There is nothing utopian about this program; because
there no timeless justice or perfect stability to be found
in this vision. This practice will not lead us toward
any dream, any City on a Hill, any phony form of static
bliss. On the contrary, it will lead us into closer and
closer, into more and more immediate contact, with the
issues that really bedevil us.

      Before many more decades pass, the human race will
begin to obtain what it really wants. Then we will find
ourselves confronted, in our bedrooms, streets, and
breakfast tables, with real-world avatars of those
Faustian visions of power and ability that have previously
existed only in myth. Our aspirations will become
consequences. That's when our *real* trouble starts.

        However, that is not a contemporary problem. The
problems we face today are not those somber, long-term
problems. On the contrary, we very clearly exist in a
highly fortunate time with very minor problems.

      The so-called human condition won't survive the
next hundred years. That fate is written on the forehead
of the 21st century in letters of fire. That fate can be
wisely shaped, or somewhat postponed, or brutally
annihilated, but it cannot be denied. It is coming
because we want it. It's not an alien imposition; it is
borne from the inchoate depths of our own desires.
But we're not beyond the limits of humanity, suffering
that, exulting in that. We're just going there, visibly
moving closer to it. Once we get there, we'll find no
rest there.
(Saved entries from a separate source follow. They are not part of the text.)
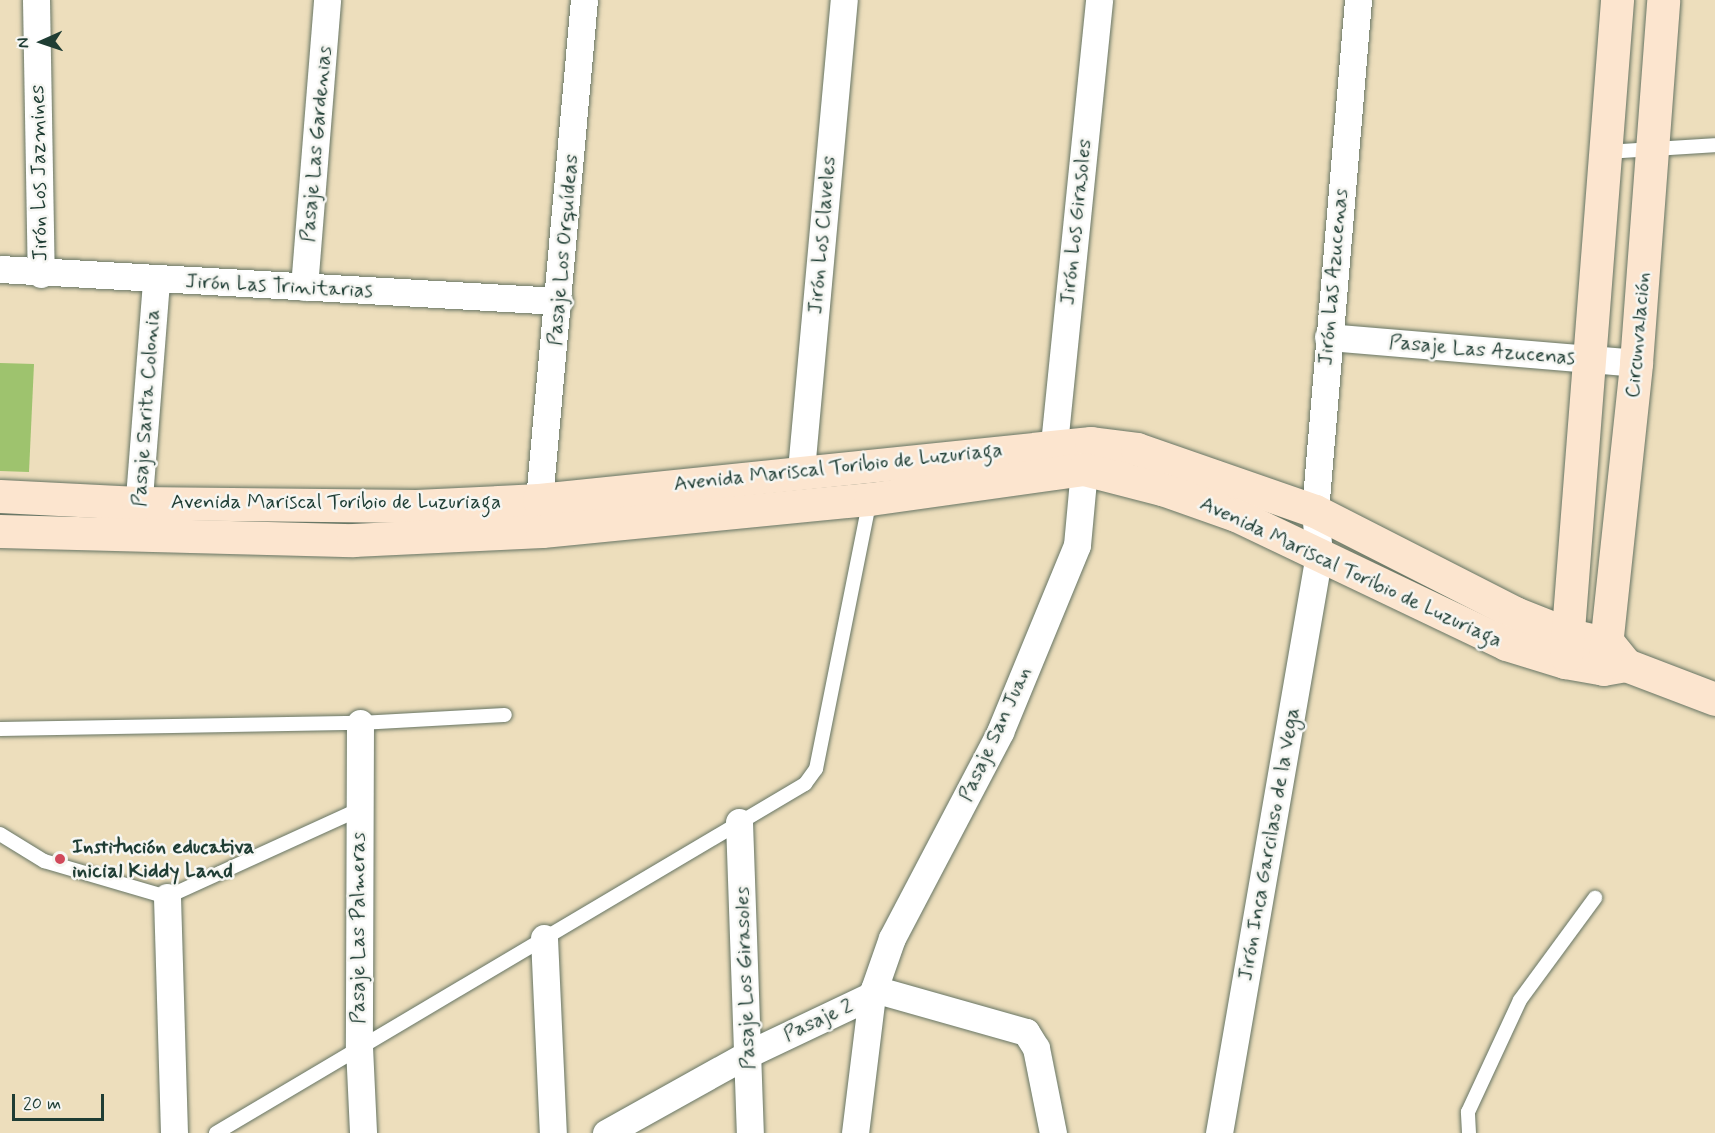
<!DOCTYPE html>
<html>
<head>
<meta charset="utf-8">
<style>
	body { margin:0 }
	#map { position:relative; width:1715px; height:1133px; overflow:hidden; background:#eddebc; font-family:Mynerve,sans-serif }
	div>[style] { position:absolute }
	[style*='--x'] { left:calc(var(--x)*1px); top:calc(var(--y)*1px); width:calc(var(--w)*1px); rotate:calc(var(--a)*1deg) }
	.green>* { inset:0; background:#9ec36e }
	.roads { filter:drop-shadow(0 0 2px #677564) drop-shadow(0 0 2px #677564) }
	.service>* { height:14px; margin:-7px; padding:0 7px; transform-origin:7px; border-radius:7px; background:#fff }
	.minor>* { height:27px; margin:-13.5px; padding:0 13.5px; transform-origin:13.5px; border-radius:13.5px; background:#fff }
	.secondary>* { height:33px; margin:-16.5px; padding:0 16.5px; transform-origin:16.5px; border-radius:16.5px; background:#fce5cf }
	.dots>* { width:16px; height:16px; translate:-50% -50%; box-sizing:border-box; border:3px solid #f6f6f2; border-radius:50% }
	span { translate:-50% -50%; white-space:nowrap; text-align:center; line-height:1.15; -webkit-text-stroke:5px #f6f6f2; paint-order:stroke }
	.street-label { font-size:21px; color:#1f3d34 }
	.poi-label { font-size:21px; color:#1f3d34; font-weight:700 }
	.left { translate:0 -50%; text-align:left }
	.north { position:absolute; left:12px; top:12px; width:60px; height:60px; -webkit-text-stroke:4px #f6f6f2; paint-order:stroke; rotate:267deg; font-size:16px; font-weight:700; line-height:24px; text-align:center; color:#1f3d34 }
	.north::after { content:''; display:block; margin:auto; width:21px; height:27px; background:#1f3d34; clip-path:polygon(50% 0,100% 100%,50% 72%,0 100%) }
	.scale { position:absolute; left:12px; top:1094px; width:92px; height:27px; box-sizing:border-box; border:3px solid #1f3d34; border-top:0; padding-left:8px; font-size:18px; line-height:21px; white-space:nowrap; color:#1f3d34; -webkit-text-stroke:4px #f6f6f2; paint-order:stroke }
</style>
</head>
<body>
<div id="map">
	<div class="green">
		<div style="clip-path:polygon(0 363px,34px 364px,29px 472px,0 471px)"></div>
	</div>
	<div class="roads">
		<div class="service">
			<div style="--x:1605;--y:152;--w:110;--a:-3.6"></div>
			<div style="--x:0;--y:729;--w:360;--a:-1"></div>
			<div style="--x:360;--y:723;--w:145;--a:-3.2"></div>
			<div style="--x:0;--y:834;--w:52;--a:31.5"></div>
			<div style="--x:44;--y:861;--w:128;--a:16.3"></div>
			<div style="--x:167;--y:897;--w:210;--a:-24.5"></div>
			<div style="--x:216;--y:1133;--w:685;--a:-30.65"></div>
			<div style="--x:805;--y:784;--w:19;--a:-54"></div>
			<div style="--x:816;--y:769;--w:275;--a:-78.7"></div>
			<div style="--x:1469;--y:1133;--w:21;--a:-93"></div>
			<div style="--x:1468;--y:1112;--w:123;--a:-65.1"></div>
			<div style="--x:1520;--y:1000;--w:127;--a:-53.7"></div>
		</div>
		<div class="minor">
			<div style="--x:36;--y:0;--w:274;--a:89"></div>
			<div style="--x:0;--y:269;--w:560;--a:3.28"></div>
			<div style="--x:304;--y:287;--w:288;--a:-85.4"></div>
			<div style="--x:1328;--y:337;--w:309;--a:4.8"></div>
			<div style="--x:1054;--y:444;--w:446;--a:-84.2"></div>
			<div style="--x:801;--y:470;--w:472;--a:-84.8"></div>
			<div style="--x:539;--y:500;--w:502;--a:-84.86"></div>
			<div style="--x:137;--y:523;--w:245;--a:-85.5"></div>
			<div style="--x:360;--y:723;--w:324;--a:90.2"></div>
			<div style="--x:359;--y:1047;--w:86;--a:87.3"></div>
			<div style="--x:739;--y:822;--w:311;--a:88"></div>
			<div style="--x:167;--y:897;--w:236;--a:88.3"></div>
			<div style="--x:544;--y:938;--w:195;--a:87.4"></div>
			<div style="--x:874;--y:989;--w:158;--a:15.8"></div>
			<div style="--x:1026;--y:1032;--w:19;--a:58"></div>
			<div style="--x:1036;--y:1048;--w:87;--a:78.7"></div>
			<div style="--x:606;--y:1133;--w:162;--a:-29.1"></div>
			<div style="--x:748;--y:1054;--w:137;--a:-25.4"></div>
			<div style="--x:855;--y:1133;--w:139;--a:-83"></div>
			<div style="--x:872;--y:995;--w:60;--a:-70.7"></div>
			<div style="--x:892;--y:938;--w:233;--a:-62.3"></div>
			<div style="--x:1000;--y:732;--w:202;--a:-67.6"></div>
			<div style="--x:1077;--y:545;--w:76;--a:-84.7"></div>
			<div style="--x:1219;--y:1133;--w:588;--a:-80.2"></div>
			<div style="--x:1319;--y:554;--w:43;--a:-95.3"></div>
			<div style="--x:1315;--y:511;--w:513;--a:-85.19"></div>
		</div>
		<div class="secondary">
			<div style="--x:0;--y:496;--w:138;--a:2.9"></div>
			<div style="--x:138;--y:503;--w:278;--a:0.6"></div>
			<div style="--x:416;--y:506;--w:123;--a:-2.8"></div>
			<div style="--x:539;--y:500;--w:555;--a:-5.9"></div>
			<div style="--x:1091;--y:443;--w:46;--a:7.4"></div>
			<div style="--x:1137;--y:449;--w:188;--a:19.2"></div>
			<div style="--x:1315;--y:511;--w:225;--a:27"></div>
			<div style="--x:1515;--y:613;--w:59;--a:21.8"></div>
			<div style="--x:1570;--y:635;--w:40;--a:13"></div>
			<div style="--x:1609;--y:644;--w:27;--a:51"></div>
			<div style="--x:0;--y:531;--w:353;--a:1.5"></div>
			<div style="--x:353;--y:540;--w:189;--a:-2.7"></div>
			<div style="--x:542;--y:531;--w:330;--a:-5.6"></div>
			<div style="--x:870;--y:499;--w:216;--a:-8"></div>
			<div style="--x:1084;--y:469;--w:81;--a:14.4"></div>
			<div style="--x:1162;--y:489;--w:78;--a:19.4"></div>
			<div style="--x:1236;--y:515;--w:299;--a:25.5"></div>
			<div style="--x:1506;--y:644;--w:62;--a:17"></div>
			<div style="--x:1565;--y:662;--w:39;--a:10"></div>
			<div style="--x:1603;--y:669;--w:23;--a:-10"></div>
			<div style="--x:1626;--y:665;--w:95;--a:20.9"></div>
			<div style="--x:1566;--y:656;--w:658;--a:-85.55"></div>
			<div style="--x:1604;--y:664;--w:303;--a:-83.9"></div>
			<div style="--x:1636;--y:363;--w:364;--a:-85.7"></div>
		</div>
	</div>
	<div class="dots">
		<div style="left:60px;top:859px;background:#d1495b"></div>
	</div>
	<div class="street-label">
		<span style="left:316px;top:144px;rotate:-85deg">Pasaje Las Gardenias</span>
		<span style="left:39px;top:173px;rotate:-91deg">Jirón Los Jazmines</span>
		<span style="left:1076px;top:222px;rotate:-84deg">Jirón Los Girasoles</span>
		<span style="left:822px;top:235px;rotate:-85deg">Jirón Los Claveles</span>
		<span style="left:563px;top:250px;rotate:-85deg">Pasaje Los Orquídeas</span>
		<span style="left:1333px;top:277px;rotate:-85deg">Jirón Las Azucenas</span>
		<span style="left:279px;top:286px;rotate:3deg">Jirón Las Trinitarias</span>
		<span style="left:1638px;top:335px;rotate:-85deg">Circunvalación</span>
		<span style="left:1482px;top:350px;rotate:5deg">Pasaje Las Azucenas</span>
		<span style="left:146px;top:408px;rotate:-86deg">Pasaje Sarita Colonia</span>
		<span style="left:838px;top:467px;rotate:-6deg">Avenida Mariscal Toribio de Luzuriaga</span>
		<span style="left:336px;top:502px">Avenida Mariscal Toribio de Luzuriaga</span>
		<span style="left:1351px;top:572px;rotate:25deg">Avenida Mariscal Toribio de Luzuriaga</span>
		<span style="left:995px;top:734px;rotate:-65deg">Pasaje San Juan</span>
		<span style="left:1269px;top:844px;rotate:-80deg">Jirón Inca Garcilaso de la Vega</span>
		<span style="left:358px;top:928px;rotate:-90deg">Pasaje Las Palmeras</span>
		<span style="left:745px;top:978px;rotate:-92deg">Pasaje Los Girasoles</span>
		<span style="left:818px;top:1020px;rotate:-25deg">Pasaje 2</span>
	</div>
	<div class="poi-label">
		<span class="left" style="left:72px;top:859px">Institución educativa<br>inicial Kiddy Land</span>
	</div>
	<div class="north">N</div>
	<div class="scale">20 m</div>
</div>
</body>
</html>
The appetite of divine discontent always
grows by the feeding.

        This dire knowledge makes today's scene seem quite
playful and delightful by faux-retrospect. Our worst
problems, which may seem so large, diffuse, and morbid,
are mere teenage angst compared to the conundrums we're
busily preparing for some other generation.

        Sober assessment of the contemporary scene makes it
crystal-clear that a carnival atmosphere is in order. We
exist in a highly disposable civilization that is hell-
bent on outmoding itself. The pace of change is melting
former physical restraints into a maelstrom of
reformattable virtualities. That's here, it's real,
it is truly our situation. We should live as
if we know this is true. This is where our own sincerity
and authenticity are to be found: in the strong
conviction that the contemporary is temporary.

      We need to live in these conditions in good faith.
We need to re-imagine life and make the new implications
clear. It's a murky situation, but we must not flinch
from it; we must drench all of it in light. Because this
is our home. We have no other. Our children live here.
The mushroom clouds of the twentieth century have parted.
We find ourselves on a beach, with wave after frothy
wave of transformation. We have means, motive, and
opportunity. Spread the light.

      Henceforth, it will make more and more sense to
base our deepest convictions around a hands-on
confrontation with the consequences of technology.
That's where the action is. On January 3, 2000, that's
what it's about. The deepest resources of human
creativity have a vital role there. It's where
inspiration is most needed, it's the place to make a
difference. Come out. Stand up. Shine.

     Turn the lamps on all over the world.